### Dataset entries
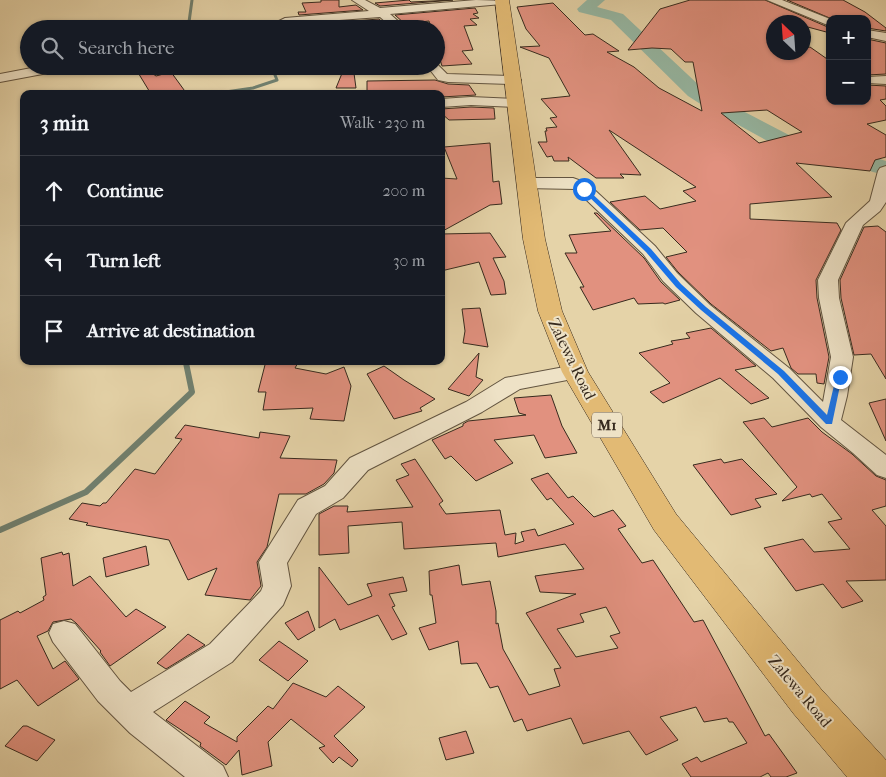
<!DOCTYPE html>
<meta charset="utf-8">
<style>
:root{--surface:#171b24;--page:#242831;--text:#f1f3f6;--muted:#9ea1a6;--line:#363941}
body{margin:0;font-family:"IM FELL French Canon",serif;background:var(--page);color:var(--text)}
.controls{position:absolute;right:15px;top:15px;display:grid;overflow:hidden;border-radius:10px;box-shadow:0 1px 4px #0004}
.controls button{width:45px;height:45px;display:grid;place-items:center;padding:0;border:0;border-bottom:1px solid var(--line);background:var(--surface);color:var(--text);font:25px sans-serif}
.compass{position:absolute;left:766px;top:15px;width:45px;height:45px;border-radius:50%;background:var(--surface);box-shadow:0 1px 4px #0004;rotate:335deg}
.stop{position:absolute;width:15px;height:15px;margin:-11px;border:4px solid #1a73e8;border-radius:50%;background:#fff}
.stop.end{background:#1a73e8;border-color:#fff;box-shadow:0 1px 5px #0008}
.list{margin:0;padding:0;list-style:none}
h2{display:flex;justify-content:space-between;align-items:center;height:65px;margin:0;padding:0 20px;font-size:21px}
h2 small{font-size:16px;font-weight:400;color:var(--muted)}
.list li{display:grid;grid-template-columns:32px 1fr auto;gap:15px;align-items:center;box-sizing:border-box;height:70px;padding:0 20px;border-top:1px solid var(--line)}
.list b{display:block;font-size:19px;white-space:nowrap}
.list em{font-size:16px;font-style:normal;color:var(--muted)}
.icon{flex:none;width:28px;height:28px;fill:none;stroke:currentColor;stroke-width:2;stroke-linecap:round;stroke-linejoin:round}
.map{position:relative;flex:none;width:886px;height:777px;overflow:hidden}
.search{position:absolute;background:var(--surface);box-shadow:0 1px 4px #0004;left:20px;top:20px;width:425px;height:55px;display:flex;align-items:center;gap:12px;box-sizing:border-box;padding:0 18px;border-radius:28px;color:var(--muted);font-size:19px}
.panel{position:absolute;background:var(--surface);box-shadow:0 1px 4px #0004;left:20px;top:90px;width:425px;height:275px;border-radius:10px}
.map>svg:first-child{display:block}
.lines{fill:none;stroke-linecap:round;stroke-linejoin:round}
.stream-far2{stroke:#707f6e;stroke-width:3}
.stream-far1{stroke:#707f6e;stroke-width:4}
.stream{stroke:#707f6e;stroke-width:6}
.river{fill:#96b8a4;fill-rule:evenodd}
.building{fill:#e1917f;stroke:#372a1e;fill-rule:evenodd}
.minor-casing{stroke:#625440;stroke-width:2}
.highway-casing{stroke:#372a1e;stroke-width:1}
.minor{fill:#eee2c6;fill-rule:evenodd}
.highway{fill:#e2ba74;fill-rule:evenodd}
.route{fill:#1a73e8}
.labels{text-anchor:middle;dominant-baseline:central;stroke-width:4;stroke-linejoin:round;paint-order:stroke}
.shield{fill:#eee2c6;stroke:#6e6150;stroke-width:1}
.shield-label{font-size:15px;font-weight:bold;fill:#372a1e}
.street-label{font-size:16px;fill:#372a1e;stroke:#eee2c6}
</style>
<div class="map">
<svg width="886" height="777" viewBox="0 0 886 777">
<rect width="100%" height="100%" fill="#e5d3a8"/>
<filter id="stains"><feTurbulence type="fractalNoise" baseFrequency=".004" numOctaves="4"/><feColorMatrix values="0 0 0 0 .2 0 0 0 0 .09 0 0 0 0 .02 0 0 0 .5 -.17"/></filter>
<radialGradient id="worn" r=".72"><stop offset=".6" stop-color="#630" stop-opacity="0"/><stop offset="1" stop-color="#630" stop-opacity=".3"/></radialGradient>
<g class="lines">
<g class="stream-far2">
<path d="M186,29L189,22L192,0"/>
<path d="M196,66L243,72L273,70L277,80L253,88L219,93"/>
</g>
<path class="stream-far1" d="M214,94L227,92"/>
<path class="stream" d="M0,530L86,492L192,392L186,363L182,361"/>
<path class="river" d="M587,0H605L597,7L623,14L702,88L716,97L812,147L826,142L886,161V173L881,174L873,172L828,157L812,163L804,161L702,105L688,96L611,20L579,12L577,9Z"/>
</g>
<g class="building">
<path d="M321,0H339V7L356,5L363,10L299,15L298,12H306L302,3L321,2Z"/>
<path d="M409,0L411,2L453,0L380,6L375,3Z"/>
<path d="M690,0H765L830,28V33L804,26V22H774V52H804V48L810,47L830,61V101H867V85L886,86V99L880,100L886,106V120L867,124L886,135V157L875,160L870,171L796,163L832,197L750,204V219L837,223L841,230L816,280L817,298L829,357L824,384L817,383L816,374H798L791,368L783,348L771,351L711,304L678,272L666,257L687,252L663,228L640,230L610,202L645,196L660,209L696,201L683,191L696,187L609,130L641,175L620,174L624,178H596L568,157L569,161H554L552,156L547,157L538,142H547L545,131H547L546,128L557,127L550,118L557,117L541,99L570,96L549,58L520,47L540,46L526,29L517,7L553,3L585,35L593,34L619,51L607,52L634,67L659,88L702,111L693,62H685L671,49L652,48L628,50L660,9ZM767,110L802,132L759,143L721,113Z"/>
<path d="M787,0H843L865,12L886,28V31L867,28V19H832Z"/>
<path d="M475,8L478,13L473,14L479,18L470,19L477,25L464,26L473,50L462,51L472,64L442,66L436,46V29H431L429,21L405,24L395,15Z"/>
<path d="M379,19L388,27L374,29L307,28L302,25Z"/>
<path d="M867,39L886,43V74L867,75Z"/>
<path d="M134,66H142L156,76L171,72L187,94H151Z"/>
<path d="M345,66H353L356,88H336Z"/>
<path d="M435,80L448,84L469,85L476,95L441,97V94H367V81Z"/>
<path d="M471,107L494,108L495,119L449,120L441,113V109Z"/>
<path d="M490,143L493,182L499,181L502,204L490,205L441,232V178L457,179L444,147Z"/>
<path d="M594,213H597L644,258L661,282L680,300L665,304L663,303L638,304L634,298L593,310L580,287H584L565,253H577L569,235L611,231Z"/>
<path d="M878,226L886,232V379L871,354L854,355L841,298L840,280L864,227Z"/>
<path d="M490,233L506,257L493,258L504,281L506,294L491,295L479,262L441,271V234Z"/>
<path d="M480,308L488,347L463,343L465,331L462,309Z"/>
<path d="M711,328L756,366L735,370L769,398L751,404L720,378L663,403L650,392L670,383L639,353L673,344L671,341L690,338L686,333Z"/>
<path d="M479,353L476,377L483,380L469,396L448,389Z"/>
<path d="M266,361H299L295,368L326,374L344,367L351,386L344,421L310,419L313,408L263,410L266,392H258Z"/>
<path d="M384,366L404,380L435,399L420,408L422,411L394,419L367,374Z"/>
<path d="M551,395L562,426L577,453L545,458L534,435L494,440L513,463L476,481L451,456L445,459L432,440L463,426V424L468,421L526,415L519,413L514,398Z"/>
<path d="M886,399V441L869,403Z"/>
<path d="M764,418L772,427L808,418L822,432L852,454L876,476L886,480V506L872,510L886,526V580L846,581L863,601L842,608L823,584L796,591L764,548L803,539L814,552L850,549L828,522L842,519L822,494L812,497L810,494L782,501L797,487L743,422Z"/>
<path d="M185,425L259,438L260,432L290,436L280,458L337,460L334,473L324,484L306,494H279L267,547L257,562L261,586L250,600L205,595L217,568L188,580L169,540L86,525L88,523L69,519L82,503L100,506L103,503H106L135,469L155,474L182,439L175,438Z"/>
<path d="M415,459L443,501L439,504L446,514L500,510L505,535L516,533L515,544L524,541L521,532L535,529L538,536L574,524L551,498L547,500L531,479L548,473L568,498L573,496L594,517L613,510L626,526L618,529L642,563L653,560L694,622L703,620L765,736L769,734L797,773L786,777H771L768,773L760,777H691L682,764L697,757L701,762L747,743L733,722H729L727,718L704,722L696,707L660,717L678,740L646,755L629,731L583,744L571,718L527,731L522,719L514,722L498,686L490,688L477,663L461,664L458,641L429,650L419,628L436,623L432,595H430L429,571L459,565L462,585L490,581L496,611V624L498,623L503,649L529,695L560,686L554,669L561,668L526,613L576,594L540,592L535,576L584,569L565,544L498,557L496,543L404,549L402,522L348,526L349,553L319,555V514L334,506H348L347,512L413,507L396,480L409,475L401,464ZM606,607L620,633L610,636L618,648L576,657L557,629L584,622L580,614Z"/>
<path d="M721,459L724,463L742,459L777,494L755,499L761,507L731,515L693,465Z"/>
<path d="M146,546L149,565L106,577L103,558Z"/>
<path d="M62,552L63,555L69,553L73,586L90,576L126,617L136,609L166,627L110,666L100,652L101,651L76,623L71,619L53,622L48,631L37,636L53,669L65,661L79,679L38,706L17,680L0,689V620L18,611L20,613L44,600L43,597L46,595L41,558Z"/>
<path d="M319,567L348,605L372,596L367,584L403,577L407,591L389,594L395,606L392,607L407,634L392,640L378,615L340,630L335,619L319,628Z"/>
<path d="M308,611L315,630L298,640L285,623Z"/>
<path d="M188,634L205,645L166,669L157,663Z"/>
<path d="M279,641L308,661L288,681L259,660Z"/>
<path d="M293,683L326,697L338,686L365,707L334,736L358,760L352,767L339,757L333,763L319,748L325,746L291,719L268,742L272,766L242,775L239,750L226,765L200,746L201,743L166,720L185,701L210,717L204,723L237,742V737L268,706L273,709Z"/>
<path d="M23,726H27L55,740L37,761L5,746Z"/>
<path d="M466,731L474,753L446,760L439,738Z"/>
</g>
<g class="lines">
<defs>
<g id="minor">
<path d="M352,0H365L380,8L476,0L507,1L502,4L390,14L407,29H394L380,17L285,24L279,21L285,18L369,11Z"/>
<path d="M767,0H782L830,19V26Z"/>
<path d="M867,30L886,33V41L867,37Z"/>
<path d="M436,63L447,74L514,76L521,80L514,84L448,82L438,80L427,66H436Z"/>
<path d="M42,66H70L64,70L0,82V74Z"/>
<path d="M886,76V84L867,83V77Z"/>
<path d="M471,97L517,99L524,103L517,107L471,105L441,107V99Z"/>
<path d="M886,166V202L880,211L863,225L838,280L839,298L853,357L847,396L841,420L886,455V478L877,475L853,453L821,427L773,378L696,313L663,281L643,254L575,189L525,188L519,186L517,183L519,180L525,178H573L587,183L655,246L677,273L710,305L789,368L823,402L831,357L819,298L818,280L846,223L870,201L878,171L880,168Z"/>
<path d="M575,365L583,367L586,372L583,377L520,389L482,412L368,470L343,498L316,514L287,563L291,586L283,605L232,662L153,712L223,766L228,777H185L130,733L98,701L53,642L49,633L53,624L64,621L75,624L120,681L131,692L210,644L261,591L263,586L259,562L298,500L325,486L350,458L466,402L505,378Z"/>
</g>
<path id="highway" d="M495,0H509L545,239L562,311L588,372L676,514L821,689L886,760V777H847L793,713L654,530L562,372L538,311L523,239Z"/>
</defs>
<use href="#minor" class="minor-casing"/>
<use href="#highway" class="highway-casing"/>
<use href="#minor" class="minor"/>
<use href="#highway" class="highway"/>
</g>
<path class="route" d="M582,188H586L651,249L681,284L706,307L784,371L827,415L836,377L842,376L832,424H826L778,374L701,310L676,287L646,252L582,190Z"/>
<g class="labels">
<rect class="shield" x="592" y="412.5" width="30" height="25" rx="4"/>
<g class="shield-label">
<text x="607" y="425">M1</text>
</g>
<g class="street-label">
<text transform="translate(572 359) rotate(64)">Zalewa Road</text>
<text transform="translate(800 691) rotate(50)">Zalewa Road</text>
</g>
</g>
<rect width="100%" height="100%" filter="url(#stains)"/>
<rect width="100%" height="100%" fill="url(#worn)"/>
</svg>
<div class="controls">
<button>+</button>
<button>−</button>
</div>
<svg class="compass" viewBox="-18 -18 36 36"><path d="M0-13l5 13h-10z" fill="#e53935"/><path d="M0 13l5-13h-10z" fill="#9ea1a6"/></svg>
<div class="stop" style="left:584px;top:189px"></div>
<div class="stop end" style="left:840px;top:377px"></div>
<div class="search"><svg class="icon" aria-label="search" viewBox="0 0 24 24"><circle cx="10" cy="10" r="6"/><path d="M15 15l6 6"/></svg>Search here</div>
<section class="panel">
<h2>3 min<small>Walk · 230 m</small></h2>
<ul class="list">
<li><svg class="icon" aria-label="ahead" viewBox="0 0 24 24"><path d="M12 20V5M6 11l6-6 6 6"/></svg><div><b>Continue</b></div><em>200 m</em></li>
<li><svg class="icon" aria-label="left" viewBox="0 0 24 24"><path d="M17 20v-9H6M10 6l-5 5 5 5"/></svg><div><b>Turn left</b></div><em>30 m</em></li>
<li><svg class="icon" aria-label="arrive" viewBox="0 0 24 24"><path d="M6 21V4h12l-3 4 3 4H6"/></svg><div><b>Arrive at destination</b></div></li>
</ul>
</section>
</div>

### Action item
Check the entries above for the word "linecap" and copy every line where it turns up.

### Reply to the task
.icon{flex:none;width:28px;height:28px;fill:none;stroke:currentColor;stroke-width:2;stroke-linecap:round;stroke-linejoin:round}
.lines{fill:none;stroke-linecap:round;stroke-linejoin:round}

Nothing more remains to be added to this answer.